- Born: Hariana Verás Victoria July 22, 1984 (age 41) Malanje, Angola
- Occupations: Journalist, Television Producer
- Known for: First African journalist accredited to White House, Senate, and Pentagon
- Television: Get To Know Africa

= Hariana Verás =

Angolan journalist and television host (born 1984)

Hariana Verás Victoria (born 22 July 1984, in Malanje, Angola) is an Angolan journalist and television host based in the United States. She is recognized for being the first African journalist accredited to the White House, the U.S. Senate, and the Pentagon.

==Career==
She began her professional career at the age of 18 with the independent newspaper Folha 8 and later contributed to Angolense, TV Zimbo, and the public broadcaster TPA.

In 2007, Verás moved to the United States to work as a press assistant at the Angolan Embassy in Washington, D.C., a post she held for nine years.

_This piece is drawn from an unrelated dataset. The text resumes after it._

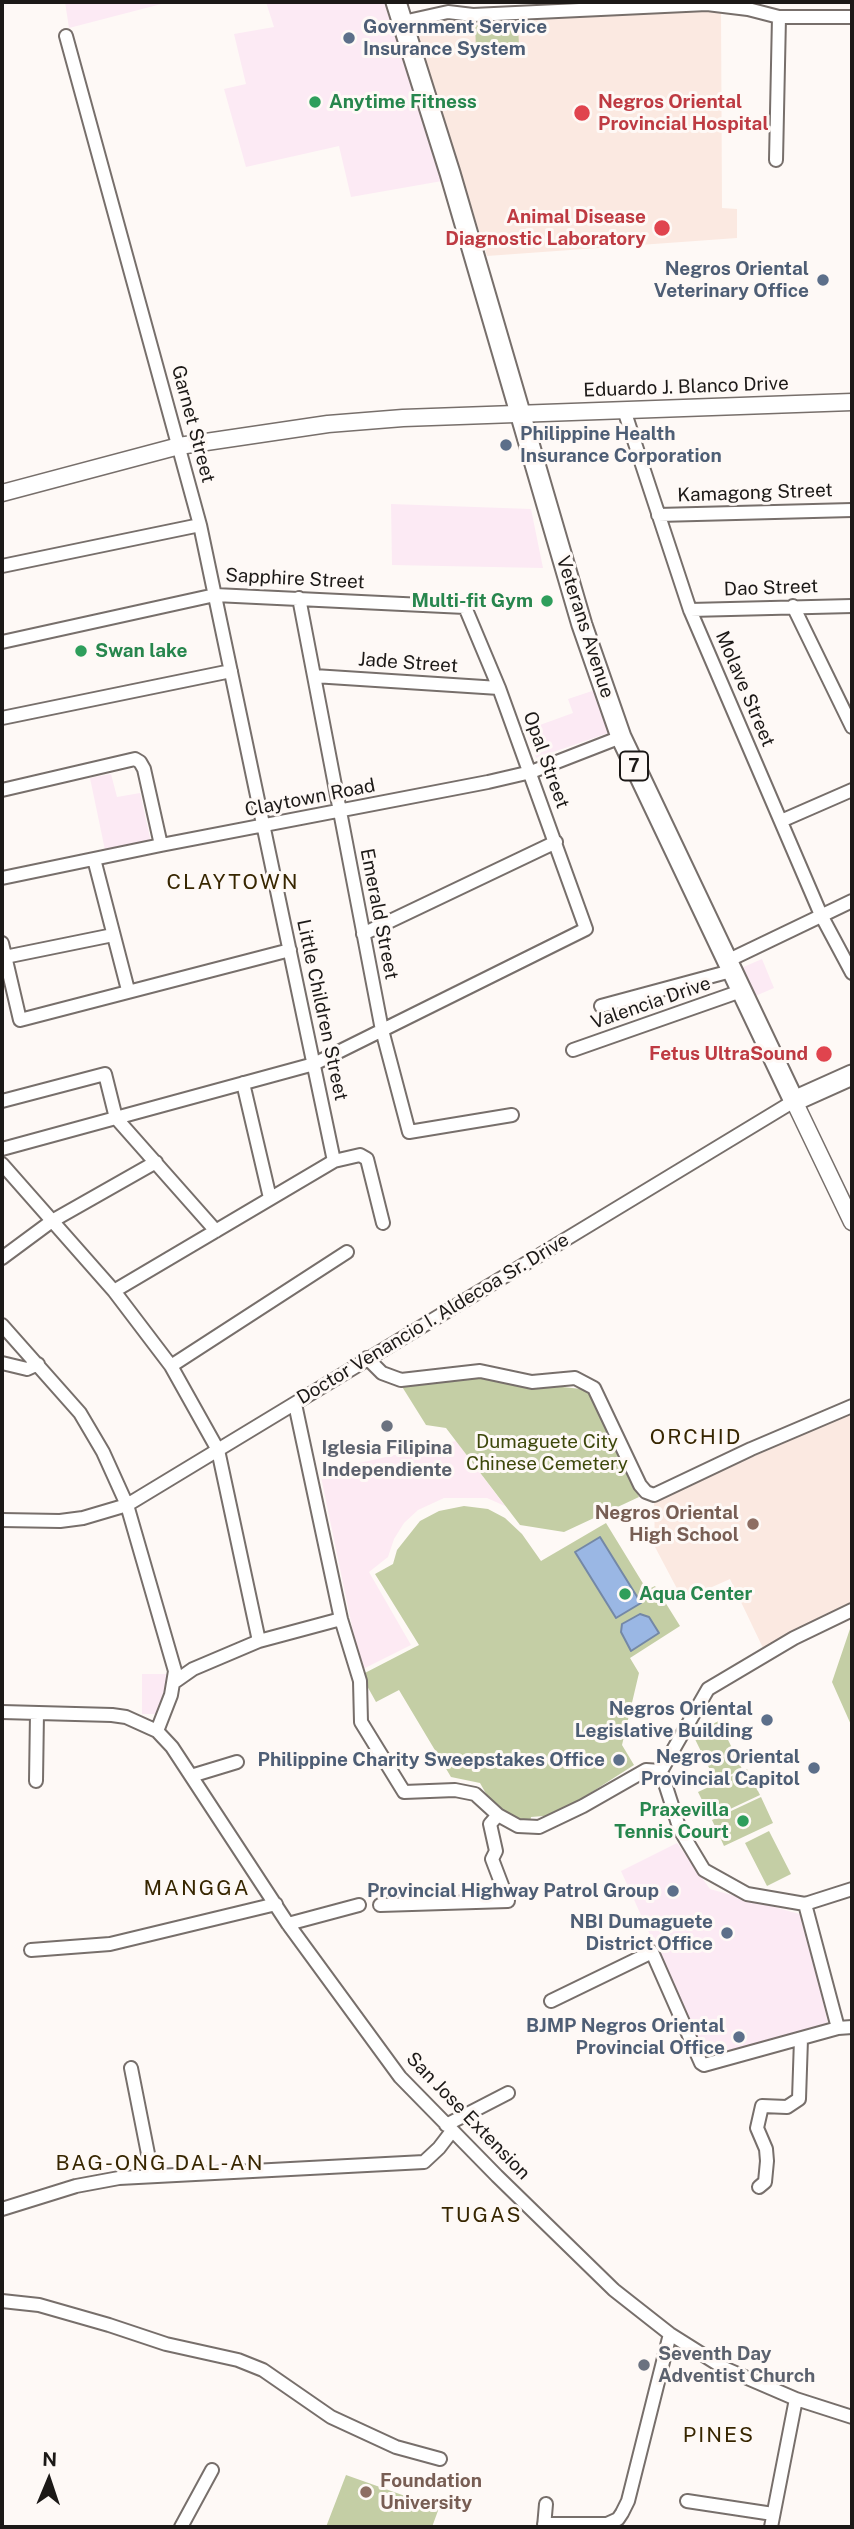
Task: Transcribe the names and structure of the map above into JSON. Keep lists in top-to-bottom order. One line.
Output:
{"streets":{"highway":["Veterans Avenue","7","Doctor Venancio I. Aldecoa Sr. Drive"],"main road":["Eduardo J. Blanco Drive"],"street":["Garnet Street","Kamagong Street","Sapphire Street","Dao Street","Jade Street","Molave Street","Opal Street","Claytown Road","Emerald Street","Valencia Drive","Little Children Street","San Jose Extension"]},"crossings":[["Eduardo J. Blanco Drive","Garnet Street"],["Eduardo J. Blanco Drive","Veterans Avenue"],["Eduardo J. Blanco Drive","Molave Street"],["Garnet Street","Sapphire Street"],["Garnet Street","Claytown Road"],["Garnet Street","Little Children Street"],["Kamagong Street","Molave Street"],["Sapphire Street","Opal Street"],["Sapphire Street","Emerald Street"],["Dao Street","Molave Street"],["Veterans Avenue","Claytown Road"],["Veterans Avenue","Valencia Drive"],["Veterans Avenue","Doctor Venancio I. Aldecoa Sr. Drive"],["Jade Street","Opal Street"],["Jade Street","Emerald Street"],["Opal Street","Claytown Road"],["Opal Street","Emerald Street"],["Claytown Road","Emerald Street"],["Claytown Road","Little Children Street"]],"districts":["CLAYTOWN","ORCHID","MANGGA","BAG-ONG DAL-AN","TUGAS","PINES"],"parks":["Dumaguete City Chinese Cemetery"],"places":["Government Service Insurance System","Anytime Fitness","Negros Oriental Provincial Hospital","Animal Disease Diagnostic Laboratory","Negros Oriental Veterinary Office","Philippine Health Insurance Corporation","Multi-fit Gym","Swan lake","Fetus UltraSound","Iglesia Filipina Independiente","Negros Oriental High School","Aqua Center","Negros Oriental Legislative Building","Philippine Charity Sweepstakes Office","Negros Oriental Provincial Capitol","Praxevilla Tennis Court","Provincial Highway Patrol Group","NBI Dumaguete District Office","BJMP Negros Oriental Provincial Office","Seventh Day Adventist Church","Foundation University"],"north":"top"}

In 2012, she launched the television program Get To Know Africa to highlight African culture, leaders, and success stories from a continental perspective.

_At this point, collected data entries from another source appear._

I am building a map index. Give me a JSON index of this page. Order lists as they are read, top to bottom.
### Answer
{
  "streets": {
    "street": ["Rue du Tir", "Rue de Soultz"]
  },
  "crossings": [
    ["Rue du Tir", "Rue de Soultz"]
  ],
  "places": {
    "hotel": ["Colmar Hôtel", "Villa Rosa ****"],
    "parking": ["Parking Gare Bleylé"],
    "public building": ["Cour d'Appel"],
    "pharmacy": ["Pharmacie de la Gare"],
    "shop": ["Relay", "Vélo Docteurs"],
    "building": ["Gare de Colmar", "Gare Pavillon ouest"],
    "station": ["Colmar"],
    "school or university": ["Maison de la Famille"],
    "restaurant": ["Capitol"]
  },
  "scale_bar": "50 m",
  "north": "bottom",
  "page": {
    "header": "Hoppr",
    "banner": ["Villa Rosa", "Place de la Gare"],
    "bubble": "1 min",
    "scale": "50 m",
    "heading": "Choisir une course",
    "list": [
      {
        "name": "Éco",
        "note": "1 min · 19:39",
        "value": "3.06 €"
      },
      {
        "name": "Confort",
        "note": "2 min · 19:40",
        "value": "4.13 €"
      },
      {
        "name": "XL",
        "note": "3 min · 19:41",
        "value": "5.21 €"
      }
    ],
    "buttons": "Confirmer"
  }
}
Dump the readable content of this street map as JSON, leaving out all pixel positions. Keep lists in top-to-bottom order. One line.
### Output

Since 2018, Verás has been a correspondent for Angola's TPA (Televisão Pública de Angola), covering international political and economic events, including the United Nations General Assembly and World Bank summits.

==White House interaction with Donald Trump==
On 27 June 2025, Hariana Verás participated in a White House press event during the signing of the Congo-Rwanda peace agreement between the Democratic Republic of the Congo and Rwanda. The event, held in the Oval Office, was attended by U.S. President Donald Trump, Vice President JD Vance, Secretary of State Marco Rubio, and the foreign ministers of both African nations, Thérèse Kayikwamba Wagner and Olivier Nduhungirehe.

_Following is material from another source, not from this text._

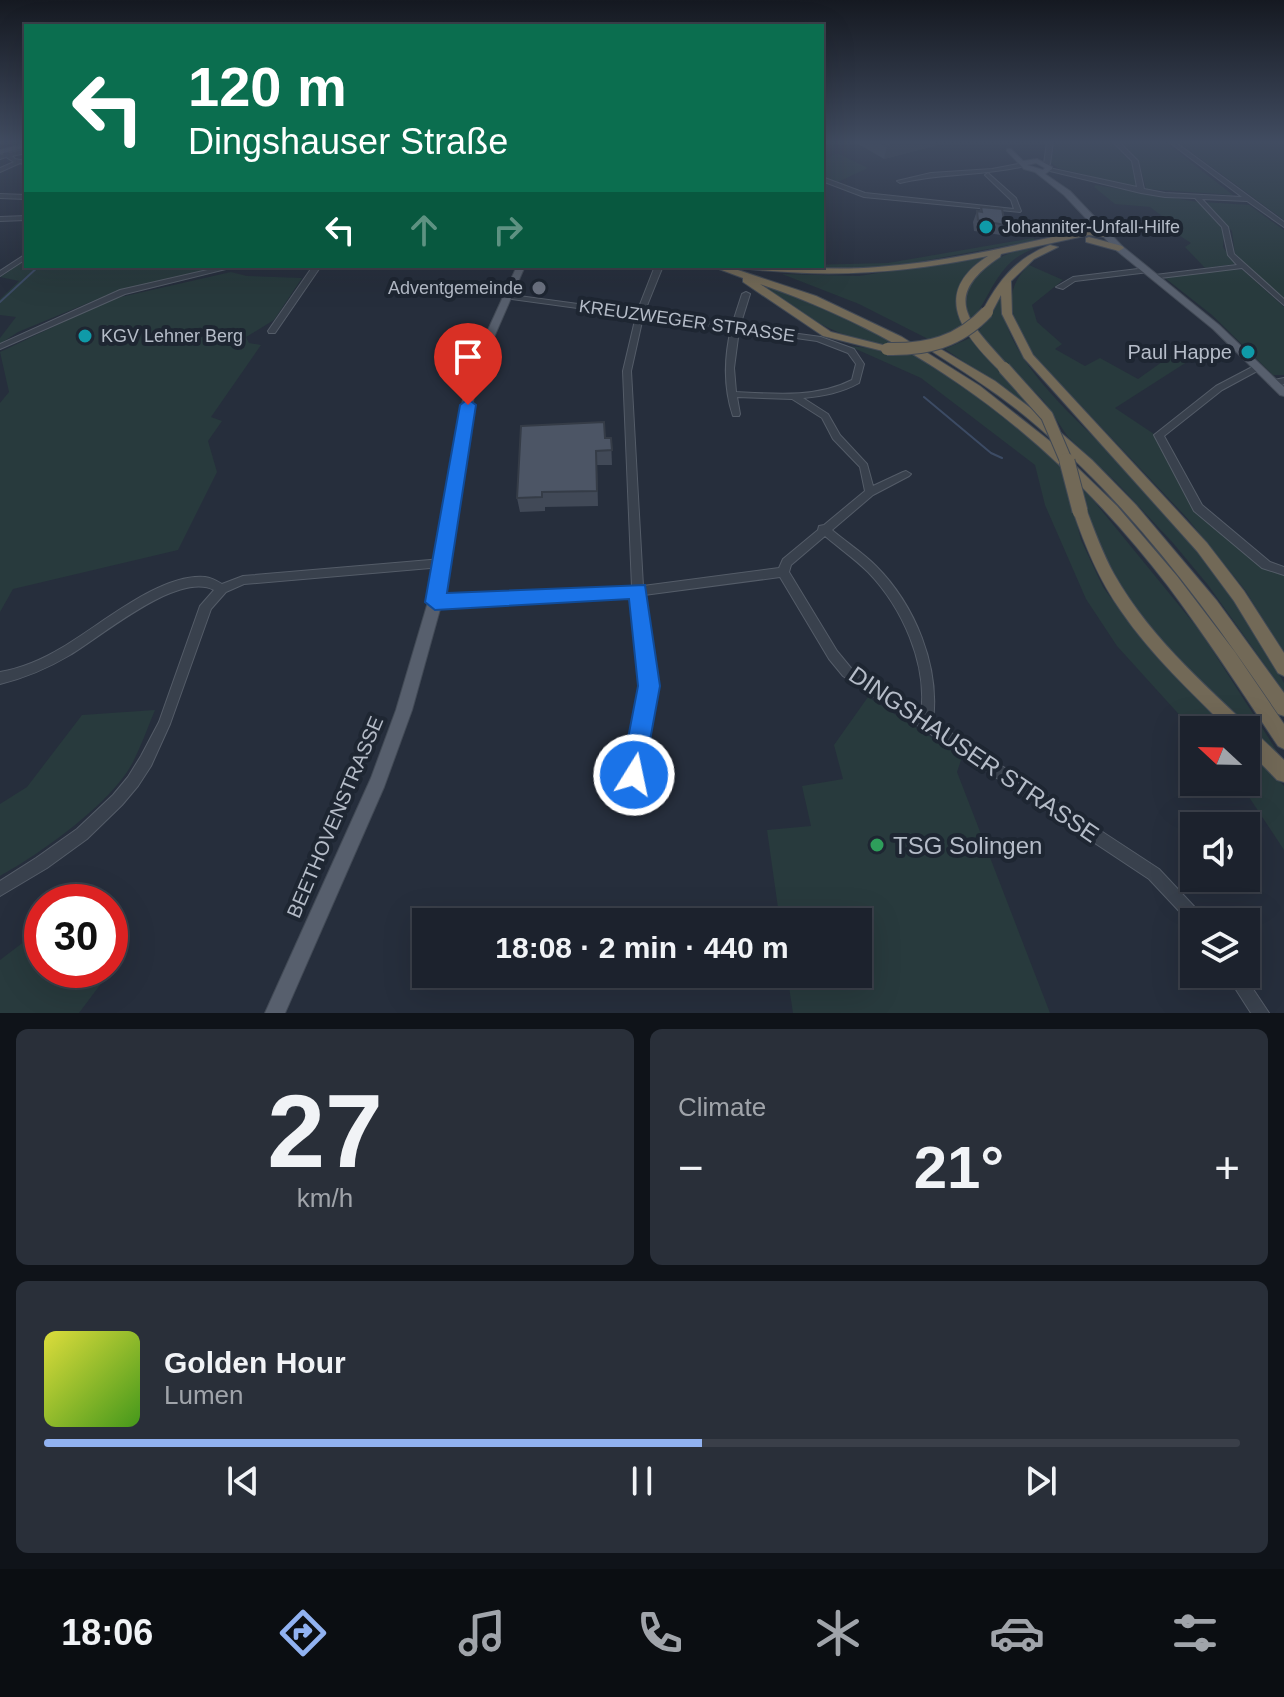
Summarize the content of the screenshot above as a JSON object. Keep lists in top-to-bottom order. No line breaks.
{"streets":{"main road":["BEETHOVENSTRASSE"],"street":["KREUZWEGER STRASSE","DINGSHAUSER STRASSE"]},"crossings":[["KREUZWEGER STRASSE","BEETHOVENSTRASSE"]],"places":["Johanniter-Unfall-Hilfe","Adventgemeinde","KGV Lehner Berg","Paul Happe","TSG Solingen"],"north":"left","page":{"turn":["120 m","Dingshauser Straße"],"limit":"30","trip":"18:08 · 2 min · 440 m","tile":[["27","km/h"],"Climate"],"heat":["−","21°","+"],"song":["Golden Hour","Lumen"],"tabs":"18:06"}}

As the ceremony began, White House Press Secretary Karoline Leavitt invited Verás, whom she described as a "friend", to address the press and guests. Verás spoke about the significance of the accord and praised Trump's role in facilitating it, referencing her recent time interviewing people on the ground in eastern Congo. "I saw hope. They have hope now for a better day in Congo," she said, adding that President Félix Tshisekedi of the DRC wanted to nominate Trump for a Nobel Peace Prize.

Trump responded:
"So beautifully stated. You are beautiful... and you're beautiful inside. I wish I had more reporters like you. I'm not allowed to say that, you know that could be the end of my political career."

The moment went viral, generating public reaction across social media platforms and international media. While critics noted the impropriety of Trump's flirtatious remarks during a diplomatic event, supporters described it as a light-hearted exchange. Verás did not publicly comment on the exchange and continued reporting on the Washington Accord with a focus on the humanitarian significance of the peace deal.

The Washington Accord was viewed as a significant step toward ending the decades-long conflict in eastern Congo, where over 100 armed groups have been active and millions have been displaced since the 1990s.

==Achievements==
- In March 2021, Verás received a permanent "Hard Pass" from the White House Press Office, granting her formal press access. She became the first African journalist to obtain this credential.
- Verás is also the first African journalist accredited to the Pentagon, where she reports on defense and security matters on behalf of Angola's national broadcaster.
- She remains the only African journalist accredited to the U.S. Senate.
- In 2021, she received a Certificate of Recognition from the City of Hampton, Virginia, for her contribution to African-American and African community relations.